◆ Collected data entries ◆

--

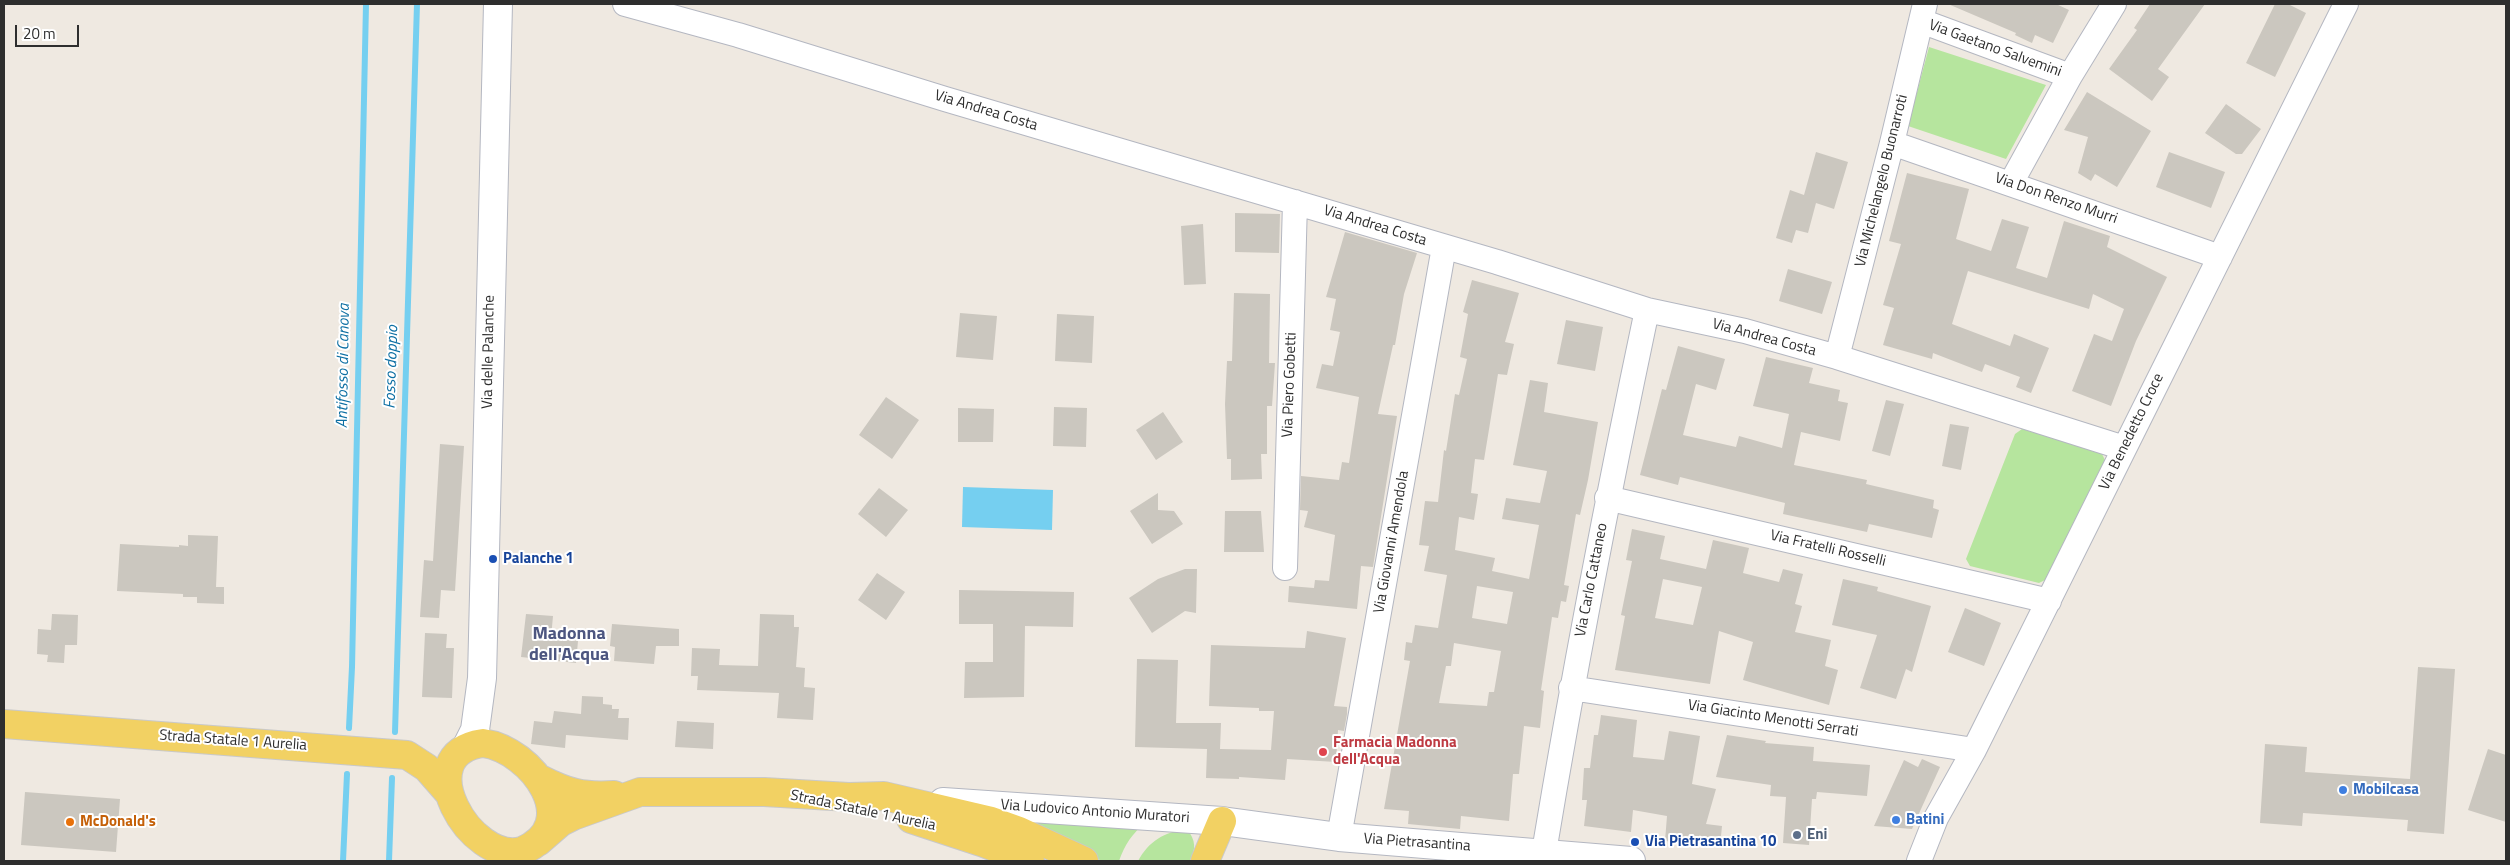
<!DOCTYPE html>
<html>
<head>
<meta charset="utf-8">
<style>
  body { margin:0 }
  #map { position:relative; width:2510px; height:865px; overflow:hidden; background:#efe9e1; font-family:"Titillium Web",sans-serif }
  canvas { display:block }
  .frame { position:absolute; inset:0; border:5px solid #2e2e2e; pointer-events:none }
  .scale { position:absolute; left:15px; top:25px; width:64px; height:22px; box-sizing:border-box; border:2px solid #2e2e2e; border-top:0; padding-left:6px; font-size:15px; line-height:18px; white-space:nowrap; color:#2e2e2e; -webkit-text-stroke:4px #fff; paint-order:stroke }
</style>
</head>
<body>
<div id="map">
<canvas width="2510" height="865"></canvas>
<div class="frame"></div>
<div class="scale">20 m</div>
</div>
<script>
const g = document.querySelector('canvas').getContext('2d');
g.lineJoin = 'round';
function paint(path, color) { g.fillStyle = color; g.fill(path, 'evenodd'); }
function trace(path, color, width, dash) { g.strokeStyle = color; g.lineWidth = width; g.lineCap = dash ? 'butt' : 'round'; g.setLineDash(dash || []); g.stroke(path); }
function label(font, color, halo, rows, align = 'center') {
  g.font = font + ' "Titillium Web",sans-serif'; g.lineWidth = 4; g.setLineDash([]); g.textBaseline = 'middle'; g.strokeStyle = halo; g.fillStyle = color; for (const [text, x, y, turn = 0] of rows) {
    g.save(); g.translate(x, y); g.rotate((+turn || 0) * Math.PI / 180); g.textAlign = isNaN(turn) ? turn : align; if (halo) g.strokeText(text, 0, 0); g.fillText(text, 0, 0); g.restore();
  }
}
const green = new Path2D(`
  M 1929,47 L 2046,85 L 2006,159 L 1908,126 Z
  M 2022,429 L 2101,452 L 2105,460 L 2047,579 L 2039,583 L 1970,566 L 1966,559 L 2015,434 Z
  M 1008,817 L 1145,823 C 1132,834 1125,844 1119,861 L 1102,861 Z
  M 1187,829 C 1196,841 1196,848 1190,861 L 1138,861 C 1149,841 1164,832 1187,829 Z`);
const water = new Path2D(`
  M 963,487 L 1053,490 L 1052,530 L 962,527 Z`);
const stream = new Path2D(`
  M 349,728 L 352,667 L 366,4
  M 395,732 L 417,4
  M 343,861 L 347,774
  M 389,861 L 392,778`);
const building = new Path2D(`
  M 1948,4 L 2056,4 L 2069,10 L 2053,43 L 2035,35 L 2032,43 L 2015,35 L 2016,33 Z
  M 2150,4 L 2205,4 L 2158,69 L 2169,77 L 2152,101 L 2109,69 L 2137,30 L 2134,28 Z
  M 2275,4 L 2288,4 L 2306,13 L 2275,77 L 2246,63 Z
  M 2087,92 L 2151,131 L 2117,187 L 2095,174 L 2091,181 L 2078,173 L 2088,137 L 2064,130 Z
  M 2226,104 L 2261,129 L 2242,154 L 2236,154 L 2205,133 Z
  M 1816,152 L 1848,162 L 1834,209 L 1816,203 L 1808,233 L 1796,230 L 1792,243 L 1776,238 L 1790,190 L 1804,195 Z
  M 2169,152 L 2225,172 L 2211,208 L 2156,187 Z
  M 1907,173 L 1969,189 L 1956,239 L 1991,251 L 2002,219 L 2029,227 L 2016,268 L 2047,278 L 2064,221 L 2110,236 L 2107,247 L 2167,277 L 2136,341 L 2111,406 L 2072,391 L 2094,334 L 2112,341 L 2124,309 L 2093,294 L 2089,309 L 1968,271 L 1952,324 L 2010,346 L 2014,334 L 2049,348 L 2031,393 L 2016,387 L 2020,377 L 1985,364 L 1982,372 L 1933,353 L 1932,359 L 1883,345 L 1894,308 L 1883,305 L 1901,244 L 1889,241 Z
  M 1235,213 L 1280,214 L 1279,253 L 1235,252 Z
  M 1203,224 L 1206,284 L 1184,285 L 1181,226 Z
  M 1345,232 L 1417,253 L 1404,294 L 1395,345 L 1393,345 L 1378,414 L 1397,416 L 1373,567 L 1361,566 L 1357,609 L 1288,602 L 1289,586 L 1314,588 L 1315,580 L 1329,581 L 1335,535 L 1304,527 L 1308,511 L 1300,510 L 1301,476 L 1339,480 L 1342,462 L 1349,463 L 1359,397 L 1316,388 L 1322,364 L 1333,366 L 1340,332 L 1330,330 L 1336,299 L 1326,297 Z
  M 1788,269 L 1832,282 L 1822,314 L 1779,301 Z
  M 1472,280 L 1519,293 L 1505,342 L 1514,344 L 1507,375 L 1498,374 L 1484,460 L 1475,459 L 1471,493 L 1478,494 L 1474,520 L 1459,517 L 1455,550 L 1495,558 L 1492,571 L 1529,579 L 1539,525 L 1502,519 L 1506,498 L 1540,503 L 1547,471 L 1513,465 L 1530,380 L 1548,383 L 1544,412 L 1598,422 L 1588,480 L 1580,515 L 1576,514 L 1564,585 L 1569,586 L 1566,602 L 1561,601 L 1558,618 L 1552,617 L 1541,690 L 1544,691 L 1540,728 L 1524,726 L 1519,774 L 1513,774 L 1509,821 L 1461,816 L 1460,829 L 1408,824 L 1409,811 L 1384,809 L 1410,661 L 1404,660 L 1406,642 L 1412,643 L 1415,625 L 1438,628 L 1447,575 L 1424,571 L 1429,546 L 1419,545 L 1425,501 L 1438,502 L 1444,450 L 1446,451 L 1455,394 L 1459,395 L 1467,359 L 1460,357 L 1468,314 L 1463,312 ZM 1477,586 L 1513,592 L 1507,624 L 1472,618 ZM 1454,643 L 1501,651 L 1494,692 L 1489,692 L 1487,706 L 1439,703 L 1446,666 L 1451,666 Z
  M 1234,293 L 1270,294 L 1269,363 L 1275,363 L 1272,406 L 1267,406 L 1267,454 L 1261,454 L 1262,479 L 1231,480 L 1231,459 L 1227,459 L 1225,404 L 1227,361 L 1232,361 Z
  M 960,313 L 997,316 L 993,360 L 956,357 Z
  M 1057,314 L 1094,316 L 1092,363 L 1055,361 Z
  M 1566,320 L 1603,327 L 1595,371 L 1557,364 Z
  M 1678,346 L 1725,359 L 1716,390 L 1696,384 L 1683,435 L 1736,447 L 1739,436 L 1782,448 L 1789,414 L 1753,406 L 1766,357 L 1813,368 L 1809,383 L 1840,390 L 1838,401 L 1848,403 L 1840,441 L 1801,432 L 1794,465 L 1867,480 L 1866,484 L 1934,500 L 1933,508 L 1939,510 L 1932,538 L 1869,524 L 1867,532 L 1783,514 L 1785,503 L 1680,477 L 1678,485 L 1640,475 L 1662,389 L 1666,390 Z
  M 886,397 L 919,420 L 892,459 L 859,435 Z
  M 1886,400 L 1904,404 L 1890,456 L 1872,451 Z
  M 1054,407 L 1087,408 L 1086,447 L 1053,446 Z
  M 958,408 L 994,409 L 993,442 L 958,442 Z
  M 1163,412 L 1183,442 L 1156,460 L 1136,430 Z
  M 1950,424 L 1969,427 L 1961,470 L 1942,466 Z
  M 440,444 L 464,446 L 455,591 L 441,590 L 439,618 L 420,617 L 424,560 L 433,561 Z
  M 879,488 L 908,510 L 886,537 L 858,514 Z
  M 1158,493 L 1158,510 L 1174,511 L 1183,524 L 1152,544 L 1130,511 Z
  M 1225,511 L 1261,511 L 1264,552 L 1224,552 Z
  M 1632,529 L 1665,536 L 1660,559 L 1706,569 L 1713,540 L 1749,548 L 1743,573 L 1779,582 L 1783,569 L 1803,574 L 1795,604 L 1802,606 L 1795,632 L 1831,640 L 1825,666 L 1838,670 L 1829,705 L 1743,680 L 1753,642 L 1719,631 L 1710,684 L 1615,670 L 1625,616 L 1621,615 L 1632,561 L 1626,560 ZM 1663,579 L 1702,587 L 1693,625 L 1655,618 Z
  M 188,535 L 218,536 L 216,587 L 224,587 L 224,604 L 197,603 L 197,597 L 183,597 L 183,594 L 117,591 L 120,544 L 179,547 L 179,545 L 188,546 Z
  M 1185,569 L 1197,569 L 1196,613 L 1185,611 L 1152,633 L 1129,598 L 1158,579 Z
  M 877,573 L 905,592 L 886,620 L 858,600 Z
  M 1843,579 L 1878,587 L 1877,591 L 1931,606 L 1912,672 L 1906,669 L 1896,699 L 1860,688 L 1877,635 L 1832,625 Z
  M 959,590 L 1074,592 L 1073,627 L 1025,626 L 1024,697 L 964,698 L 965,662 L 993,662 L 993,624 L 959,624 Z
  M 1965,608 L 2001,623 L 1984,666 L 1948,652 Z
  M 52,614 L 78,615 L 77,645 L 65,645 L 64,663 L 47,662 L 48,655 L 37,654 L 38,629 L 51,630 Z
  M 526,614 L 553,616 L 551,638 L 578,641 L 576,663 L 521,657 Z
  M 760,614 L 794,615 L 794,627 L 799,627 L 796,667 L 805,668 L 804,687 L 815,688 L 813,720 L 777,718 L 779,693 L 697,690 L 698,676 L 691,676 L 692,648 L 720,649 L 719,665 L 758,666 Z
  M 612,624 L 679,629 L 679,646 L 656,646 L 654,664 L 614,661 L 615,647 L 610,646 Z
  M 1307,631 L 1346,638 L 1334,706 L 1347,707 L 1347,714 L 1344,731 L 1338,730 L 1336,762 L 1287,759 L 1285,780 L 1239,777 L 1239,779 L 1206,778 L 1207,749 L 1135,747 L 1137,659 L 1178,660 L 1176,723 L 1221,723 L 1220,749 L 1271,750 L 1274,711 L 1259,711 L 1259,708 L 1209,706 L 1211,645 L 1305,648 Z
  M 425,633 L 447,634 L 446,648 L 454,648 L 452,698 L 422,697 Z
  M 2418,667 L 2455,669 L 2444,834 L 2407,831 L 2408,820 L 2303,813 L 2302,826 L 2260,823 L 2265,744 L 2307,747 L 2305,772 L 2410,779 Z
  M 582,696 L 603,697 L 603,704 L 612,705 L 612,709 L 619,709 L 618,718 L 629,718 L 628,740 L 566,735 L 565,748 L 531,744 L 534,721 L 552,723 L 554,711 L 581,714 Z
  M 1601,715 L 1637,720 L 1633,757 L 1664,760 L 1669,731 L 1700,736 L 1692,784 L 1716,789 L 1706,824 L 1722,826 L 1720,846 L 1665,841 L 1667,816 L 1633,810 L 1631,832 L 1584,826 L 1587,800 L 1582,800 L 1584,768 L 1590,768 L 1594,735 L 1598,735 Z
  M 677,721 L 714,723 L 713,749 L 675,747 Z
  M 1727,735 L 1766,741 L 1765,743 L 1814,747 L 1813,761 L 1870,765 L 1867,796 L 1817,792 L 1816,799 L 1812,799 L 1809,845 L 1783,843 L 1786,797 L 1770,796 L 1771,785 L 1716,777 Z
  M 2488,749 L 2506,755 L 2506,822 L 2468,810 Z
  M 1922,759 L 1940,767 L 1912,829 L 1874,826 L 1904,760 L 1918,767 Z
  M 25,792 L 120,799 L 116,852 L 21,845 Z`);
const street = new Path2D(`
  M 625,4 L 738,35 L 945,99 L 1497,262 L 1647,310 L 1745,331 L 1837,357 L 2124,448
  M 1921,21 L 2070,76
  M 1892,143 L 2220,257
  M 2011,183 L 2070,76 L 2114,4
  M 1837,357 L 1892,143 L 1925,4
  M 1607,498 L 2049,601
  M 1285,568 L 1295,202
  M 1571,688 L 1974,750
  M 1339,837 L 1444,247
  M 1544,852 C 1574,671 1609,490 1647,310
  M 1919,861 L 1936,818 L 1974,750 L 2346,4`);
const secondary = new Path2D(`
  M 467,746 L 475,730 L 482,678 L 498,4
  M 943,802 L 1222,821 L 1339,837 L 1631,861`);
const primary = new Path2D(`
  M 4,724 L 407,755 L 427,768 L 448,792
  M 483,743 C 533,750 585,824 522,851 C 471,865 406,754 483,743 Z
  M 540,779 C 568,793 582,797 614,795
  M 911,819 L 984,843 L 1030,861
  M 538,842 L 561,822 L 573,816 L 640,792 L 764,792 L 849,797 L 884,796 L 991,821 L 1019,831 L 1084,861
  M 1205,861 L 1222,821`);
const markers = [
  [493,559,5,"#1a4fb4"],
  [1323,752,5,"#e0444e"],
  [2343,790,5,"#3f7fe0"],
  [1896,820,5,"#3f7fe0"],
  [70,822,5,"#e8710a"],
  [1797,835,5,"#5c6f8a"],
  [1635,842,5,"#1a4fb4"]
];
const streetNames = [
  ["Via Gaetano Salvemini",1995,49,20],
  ["Via Andrea Costa",986,111,17],
  ["Via Michelangelo Buonarroti",1882,181,-76],
  ["Via Don Renzo Murri",2056,199,19],
  ["Via Andrea Costa",1375,226,17],
  ["Via Andrea Costa",1764,338,15],
  ["Via delle Palanche",489,352,-89],
  ["Via Piero Gobetti",1290,385,-88],
  ["Via Benedetto Croce",2132,432,-64],
  ["Via Giovanni Amendola",1392,542,-80],
  ["Via Fratelli Rosselli",1828,549,13],
  ["Via Carlo Cattaneo",1592,580,-79],
  ["Via Giacinto Menotti Serrati",1773,719,9],
  ["Strada Statale 1 Aurelia",233,741,4],
  ["Strada Statale 1 Aurelia",863,811,12],
  ["Via Ludovico Antonio Muratori",1095,812,4],
  ["Via Pietrasantina",1417,843,4]
];
const transitNames = [
  ["Palanche 1",503,559],
  ["Via Pietrasantina 10",1645,842]
];
const healthNames = [
  ["Farmacia Madonna",1333,743],
  ["dell'Acqua",1333,760]
];
const shopNames = [
  ["Mobilcasa",2353,790],
  ["Batini",1906,820]
];
const foodNames = [
  ["McDonald's",80,822]
];
const serviceNames = [
  ["Eni",1807,835]
];
const waterNames = [
  ["Antifosso di Canova",344,366,-89],
  ["Fosso doppio",392,367,-88]
];
const quarterNames = [
  ["Madonna",569,635],
  ["dell'Acqua",569,656]
];
paint(green, '#b6e59e');
paint(water, '#75cff0');
trace(stream, '#75cff0', 6);
paint(building, '#cbc7bf');
trace(street, '#b4b7c1', 26);
trace(secondary, '#b4b7c1', 30);
trace(primary, '#c9c9c9', 30);
trace(street, '#fff', 24);
trace(secondary, '#fff', 28);
trace(primary, '#f2d163', 28);
for (const [x, y, r, color] of markers) { const dot = new Path2D(); dot.arc(x, y, r, 0, 2 * Math.PI); g.fillStyle = color; g.fill(dot); trace(dot, '#fff', 2); }
label('15px', '#2e2e2e', '#fff', streetNames);
label('bold 15px', '#164399', '#fff', transitNames, 'left');
label('bold 15px', '#be3a42', '#fff', healthNames, 'left');
label('bold 15px', '#366cbe', '#fff', shopNames, 'left');
label('bold 15px', '#c56008', '#fff', foodNames, 'left');
label('bold 15px', '#4e5e75', '#fff', serviceNames, 'left');
label('italic 16px', '#0d6fa3', '#fff', waterNames);
label('bold 18px', '#4d5680', '#fff', quarterNames);
</script>
</body>
</html>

--

◆ Directions for this task ◆
From the entries above, copy every line containing the word "bold".

◆ Result below ◆
label('bold 15px', '#164399', '#fff', transitNames, 'left');
label('bold 15px', '#be3a42', '#fff', healthNames, 'left');
label('bold 15px', '#366cbe', '#fff', shopNames, 'left');
label('bold 15px', '#c56008', '#fff', foodNames, 'left');
label('bold 15px', '#4e5e75', '#fff', serviceNames, 'left');
label('bold 18px', '#4d5680', '#fff', quarterNames);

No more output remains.